If a practice received more that $500,000 from the Provider Relief Fund, there is extensive reporting, and they are likely to be audited. In addition, if a practice received more than $750,000 combined from all federal health care relief programs, such as Paycheck Protection Program, FEMA CARES Act and CARES Act Testing, “you will have one single audit that is under the government auditing standards,” Shuren said. “So, if you are in that category and do not have a CPA working with you who understands federal grant money auditing, then you need to get someone on your team that knows how to do that.”
“The last thing you want to do is mistakenly be submitting reports to the government that do not meet their standards, do not have the right information for that audit and find yourself across the table from an HHS agent asking you questions about what you did with the money,” Shuren said.
For those who received less than $500,000, reporting is straightforward, she said.
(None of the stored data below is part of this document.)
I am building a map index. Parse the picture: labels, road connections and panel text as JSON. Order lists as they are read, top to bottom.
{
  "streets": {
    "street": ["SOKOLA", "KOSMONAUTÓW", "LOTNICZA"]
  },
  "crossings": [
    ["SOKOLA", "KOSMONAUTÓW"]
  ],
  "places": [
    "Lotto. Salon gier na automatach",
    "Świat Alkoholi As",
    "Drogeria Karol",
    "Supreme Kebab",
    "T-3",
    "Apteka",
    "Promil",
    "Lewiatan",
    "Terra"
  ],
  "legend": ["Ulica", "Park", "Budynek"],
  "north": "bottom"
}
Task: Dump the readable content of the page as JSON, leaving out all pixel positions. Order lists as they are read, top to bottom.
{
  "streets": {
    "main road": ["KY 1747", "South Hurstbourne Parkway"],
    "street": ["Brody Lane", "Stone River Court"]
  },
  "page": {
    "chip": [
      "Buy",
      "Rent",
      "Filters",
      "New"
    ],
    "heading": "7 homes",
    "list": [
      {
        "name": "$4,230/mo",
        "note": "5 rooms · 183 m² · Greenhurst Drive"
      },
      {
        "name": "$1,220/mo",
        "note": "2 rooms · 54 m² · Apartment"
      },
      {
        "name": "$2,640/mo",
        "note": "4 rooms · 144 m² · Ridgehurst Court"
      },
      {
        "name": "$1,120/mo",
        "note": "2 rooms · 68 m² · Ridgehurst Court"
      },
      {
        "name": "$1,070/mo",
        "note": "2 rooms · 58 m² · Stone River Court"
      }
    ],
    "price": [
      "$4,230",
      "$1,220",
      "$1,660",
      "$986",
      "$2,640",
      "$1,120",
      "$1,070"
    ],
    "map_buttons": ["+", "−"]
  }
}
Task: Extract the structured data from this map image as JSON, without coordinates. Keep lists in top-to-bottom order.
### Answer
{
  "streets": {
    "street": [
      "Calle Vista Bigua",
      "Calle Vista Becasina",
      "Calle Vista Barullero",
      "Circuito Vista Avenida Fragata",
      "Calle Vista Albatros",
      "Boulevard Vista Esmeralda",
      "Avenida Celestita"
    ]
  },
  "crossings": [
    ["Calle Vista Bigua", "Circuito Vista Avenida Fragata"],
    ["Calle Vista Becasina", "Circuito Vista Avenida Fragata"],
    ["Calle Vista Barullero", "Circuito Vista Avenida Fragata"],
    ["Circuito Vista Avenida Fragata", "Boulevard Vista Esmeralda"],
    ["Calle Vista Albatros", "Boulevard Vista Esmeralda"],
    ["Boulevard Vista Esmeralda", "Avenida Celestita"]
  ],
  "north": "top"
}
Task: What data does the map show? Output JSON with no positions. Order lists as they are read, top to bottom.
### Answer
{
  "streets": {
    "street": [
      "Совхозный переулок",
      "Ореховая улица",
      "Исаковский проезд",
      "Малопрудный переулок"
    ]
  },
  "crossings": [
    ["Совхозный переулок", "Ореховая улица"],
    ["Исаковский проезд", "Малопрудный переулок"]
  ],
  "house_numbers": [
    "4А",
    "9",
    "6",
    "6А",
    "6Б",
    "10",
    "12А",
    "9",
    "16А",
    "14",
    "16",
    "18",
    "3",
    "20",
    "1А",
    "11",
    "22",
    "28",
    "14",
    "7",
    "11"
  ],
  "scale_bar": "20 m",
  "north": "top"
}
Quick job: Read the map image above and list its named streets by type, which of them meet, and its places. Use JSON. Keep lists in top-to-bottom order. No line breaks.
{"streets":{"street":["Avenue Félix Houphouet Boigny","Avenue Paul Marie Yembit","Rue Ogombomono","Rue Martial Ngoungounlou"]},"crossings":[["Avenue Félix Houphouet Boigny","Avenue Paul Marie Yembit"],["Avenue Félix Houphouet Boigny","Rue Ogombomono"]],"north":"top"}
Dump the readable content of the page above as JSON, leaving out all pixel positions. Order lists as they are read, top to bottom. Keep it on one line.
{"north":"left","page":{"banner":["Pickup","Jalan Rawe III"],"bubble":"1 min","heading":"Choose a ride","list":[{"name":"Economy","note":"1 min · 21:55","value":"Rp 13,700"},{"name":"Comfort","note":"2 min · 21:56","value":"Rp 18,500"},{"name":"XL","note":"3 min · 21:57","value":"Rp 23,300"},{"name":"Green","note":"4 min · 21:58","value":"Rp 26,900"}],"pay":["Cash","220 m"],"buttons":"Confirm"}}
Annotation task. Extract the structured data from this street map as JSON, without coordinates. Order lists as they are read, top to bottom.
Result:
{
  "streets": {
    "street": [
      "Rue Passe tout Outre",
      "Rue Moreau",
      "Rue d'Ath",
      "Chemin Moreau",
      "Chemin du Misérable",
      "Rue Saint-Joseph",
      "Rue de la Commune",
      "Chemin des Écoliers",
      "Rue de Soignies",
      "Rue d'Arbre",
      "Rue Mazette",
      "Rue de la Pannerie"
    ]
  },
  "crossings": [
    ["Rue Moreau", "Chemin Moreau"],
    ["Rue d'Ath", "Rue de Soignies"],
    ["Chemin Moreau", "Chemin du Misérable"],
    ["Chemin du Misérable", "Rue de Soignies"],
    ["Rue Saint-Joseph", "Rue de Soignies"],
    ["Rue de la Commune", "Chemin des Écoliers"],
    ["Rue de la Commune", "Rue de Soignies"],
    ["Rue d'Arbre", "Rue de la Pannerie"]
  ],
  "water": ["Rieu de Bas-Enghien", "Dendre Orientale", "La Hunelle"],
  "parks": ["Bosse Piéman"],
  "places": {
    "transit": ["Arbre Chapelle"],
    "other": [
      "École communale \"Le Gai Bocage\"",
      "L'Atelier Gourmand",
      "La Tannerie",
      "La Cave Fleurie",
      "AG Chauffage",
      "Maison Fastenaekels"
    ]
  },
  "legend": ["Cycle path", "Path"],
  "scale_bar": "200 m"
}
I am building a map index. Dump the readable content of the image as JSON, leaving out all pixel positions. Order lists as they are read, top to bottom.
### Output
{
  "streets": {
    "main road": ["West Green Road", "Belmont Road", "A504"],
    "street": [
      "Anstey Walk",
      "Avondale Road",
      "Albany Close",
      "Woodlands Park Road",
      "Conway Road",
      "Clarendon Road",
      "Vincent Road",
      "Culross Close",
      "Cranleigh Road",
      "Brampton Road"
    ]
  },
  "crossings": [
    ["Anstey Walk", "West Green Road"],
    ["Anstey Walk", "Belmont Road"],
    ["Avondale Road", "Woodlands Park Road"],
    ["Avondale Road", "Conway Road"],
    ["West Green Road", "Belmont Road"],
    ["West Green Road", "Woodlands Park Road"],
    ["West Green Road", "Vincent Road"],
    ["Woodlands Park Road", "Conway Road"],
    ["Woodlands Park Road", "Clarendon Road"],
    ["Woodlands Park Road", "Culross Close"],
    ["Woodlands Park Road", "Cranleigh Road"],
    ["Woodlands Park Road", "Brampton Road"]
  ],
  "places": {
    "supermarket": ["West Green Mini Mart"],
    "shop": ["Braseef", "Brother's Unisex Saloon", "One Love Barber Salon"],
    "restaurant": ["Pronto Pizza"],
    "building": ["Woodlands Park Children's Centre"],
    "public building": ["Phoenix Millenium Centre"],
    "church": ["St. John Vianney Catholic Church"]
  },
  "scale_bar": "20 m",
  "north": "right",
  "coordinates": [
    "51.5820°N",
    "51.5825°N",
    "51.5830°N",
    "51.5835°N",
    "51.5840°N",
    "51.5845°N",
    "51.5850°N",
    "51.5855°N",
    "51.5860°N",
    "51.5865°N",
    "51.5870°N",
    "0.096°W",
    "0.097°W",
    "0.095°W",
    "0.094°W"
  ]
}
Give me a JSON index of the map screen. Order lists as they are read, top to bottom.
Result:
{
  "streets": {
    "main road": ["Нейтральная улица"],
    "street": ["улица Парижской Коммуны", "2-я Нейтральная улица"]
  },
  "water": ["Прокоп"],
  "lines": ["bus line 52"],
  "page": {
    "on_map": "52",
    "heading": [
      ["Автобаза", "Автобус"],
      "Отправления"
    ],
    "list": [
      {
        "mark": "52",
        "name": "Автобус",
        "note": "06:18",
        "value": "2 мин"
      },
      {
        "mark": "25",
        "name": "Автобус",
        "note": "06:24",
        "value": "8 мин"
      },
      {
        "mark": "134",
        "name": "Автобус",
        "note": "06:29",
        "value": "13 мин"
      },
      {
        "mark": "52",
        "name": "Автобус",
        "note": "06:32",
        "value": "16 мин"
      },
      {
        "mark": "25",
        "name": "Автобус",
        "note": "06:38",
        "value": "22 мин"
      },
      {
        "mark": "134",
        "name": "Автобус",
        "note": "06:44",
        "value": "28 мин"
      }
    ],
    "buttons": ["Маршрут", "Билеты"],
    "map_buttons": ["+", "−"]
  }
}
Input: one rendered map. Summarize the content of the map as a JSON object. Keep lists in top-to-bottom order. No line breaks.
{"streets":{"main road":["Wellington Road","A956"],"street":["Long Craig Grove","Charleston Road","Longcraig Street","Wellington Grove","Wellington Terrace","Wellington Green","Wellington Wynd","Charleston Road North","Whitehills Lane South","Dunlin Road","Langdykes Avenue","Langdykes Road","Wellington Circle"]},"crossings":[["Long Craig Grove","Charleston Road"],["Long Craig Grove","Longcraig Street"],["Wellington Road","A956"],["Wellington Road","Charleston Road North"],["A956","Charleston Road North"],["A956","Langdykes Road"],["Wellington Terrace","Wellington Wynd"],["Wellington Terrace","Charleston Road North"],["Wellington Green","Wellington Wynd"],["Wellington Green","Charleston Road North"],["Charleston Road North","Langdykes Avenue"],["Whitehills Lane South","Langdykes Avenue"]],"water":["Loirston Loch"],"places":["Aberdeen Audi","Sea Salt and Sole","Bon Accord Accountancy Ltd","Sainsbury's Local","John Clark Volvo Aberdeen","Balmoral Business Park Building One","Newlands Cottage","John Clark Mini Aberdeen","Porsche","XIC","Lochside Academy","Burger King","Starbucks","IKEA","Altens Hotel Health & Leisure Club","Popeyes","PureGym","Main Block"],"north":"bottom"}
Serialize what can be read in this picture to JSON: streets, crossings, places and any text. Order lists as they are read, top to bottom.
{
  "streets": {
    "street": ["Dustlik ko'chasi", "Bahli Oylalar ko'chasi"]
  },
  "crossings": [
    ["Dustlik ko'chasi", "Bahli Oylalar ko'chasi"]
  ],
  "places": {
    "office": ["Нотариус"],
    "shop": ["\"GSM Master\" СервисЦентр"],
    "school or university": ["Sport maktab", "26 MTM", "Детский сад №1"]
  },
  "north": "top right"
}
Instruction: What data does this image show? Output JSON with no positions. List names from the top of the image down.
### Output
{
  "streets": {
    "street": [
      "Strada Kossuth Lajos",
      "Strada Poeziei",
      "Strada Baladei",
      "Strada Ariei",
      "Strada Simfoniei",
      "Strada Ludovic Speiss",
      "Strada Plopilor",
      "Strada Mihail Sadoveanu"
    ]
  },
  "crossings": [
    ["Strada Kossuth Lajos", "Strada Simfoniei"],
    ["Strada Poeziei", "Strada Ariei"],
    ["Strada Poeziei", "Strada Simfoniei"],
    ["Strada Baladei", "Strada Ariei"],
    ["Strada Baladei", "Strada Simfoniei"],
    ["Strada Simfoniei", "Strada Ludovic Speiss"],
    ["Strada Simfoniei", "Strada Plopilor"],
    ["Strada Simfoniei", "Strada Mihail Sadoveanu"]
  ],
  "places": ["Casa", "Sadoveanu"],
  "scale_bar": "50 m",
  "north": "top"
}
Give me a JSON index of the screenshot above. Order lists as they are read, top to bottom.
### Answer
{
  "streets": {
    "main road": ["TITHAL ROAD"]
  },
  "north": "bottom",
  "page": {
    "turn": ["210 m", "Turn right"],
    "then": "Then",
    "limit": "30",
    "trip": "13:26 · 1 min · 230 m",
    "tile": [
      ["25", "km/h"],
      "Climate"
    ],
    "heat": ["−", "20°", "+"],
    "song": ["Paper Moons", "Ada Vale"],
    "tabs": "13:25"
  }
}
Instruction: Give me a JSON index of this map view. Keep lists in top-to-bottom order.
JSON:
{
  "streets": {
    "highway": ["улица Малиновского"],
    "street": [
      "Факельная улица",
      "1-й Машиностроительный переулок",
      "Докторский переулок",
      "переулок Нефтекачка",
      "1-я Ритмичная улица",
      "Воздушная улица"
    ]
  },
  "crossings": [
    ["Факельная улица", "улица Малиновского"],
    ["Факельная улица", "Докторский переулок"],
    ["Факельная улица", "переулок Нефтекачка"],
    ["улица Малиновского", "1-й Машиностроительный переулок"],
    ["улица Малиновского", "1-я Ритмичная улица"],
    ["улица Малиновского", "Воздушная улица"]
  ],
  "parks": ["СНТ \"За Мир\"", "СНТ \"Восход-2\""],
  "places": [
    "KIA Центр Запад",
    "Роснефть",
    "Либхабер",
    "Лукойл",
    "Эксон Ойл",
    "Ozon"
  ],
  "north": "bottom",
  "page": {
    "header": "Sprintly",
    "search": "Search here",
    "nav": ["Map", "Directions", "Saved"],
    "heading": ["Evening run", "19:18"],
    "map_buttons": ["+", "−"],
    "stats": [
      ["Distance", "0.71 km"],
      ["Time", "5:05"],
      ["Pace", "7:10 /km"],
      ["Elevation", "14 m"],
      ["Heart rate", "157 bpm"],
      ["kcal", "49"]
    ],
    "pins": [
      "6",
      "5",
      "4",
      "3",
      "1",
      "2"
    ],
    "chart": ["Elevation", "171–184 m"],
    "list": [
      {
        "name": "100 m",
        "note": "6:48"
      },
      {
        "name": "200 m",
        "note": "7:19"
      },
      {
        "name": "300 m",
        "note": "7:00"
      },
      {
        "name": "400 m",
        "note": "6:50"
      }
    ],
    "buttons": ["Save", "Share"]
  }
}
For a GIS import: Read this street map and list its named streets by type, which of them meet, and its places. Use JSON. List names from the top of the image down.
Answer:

More than $750,000 reporting includes items such as general and administrative expenses and health care-related expenses that involve dealing with COVID-19, such as mortgage/rent, supplies, equipment, IT and much more.
“Hopefully, you have had a team already keeping these documents for you and keeping very good ledgers of what you spent Provider Relief Fund money on because you are going to have to prove to the government how you spent it and that you spent it within the rules,” Shuren said. “Or else they are going to come back with their big claw and take it back from you.”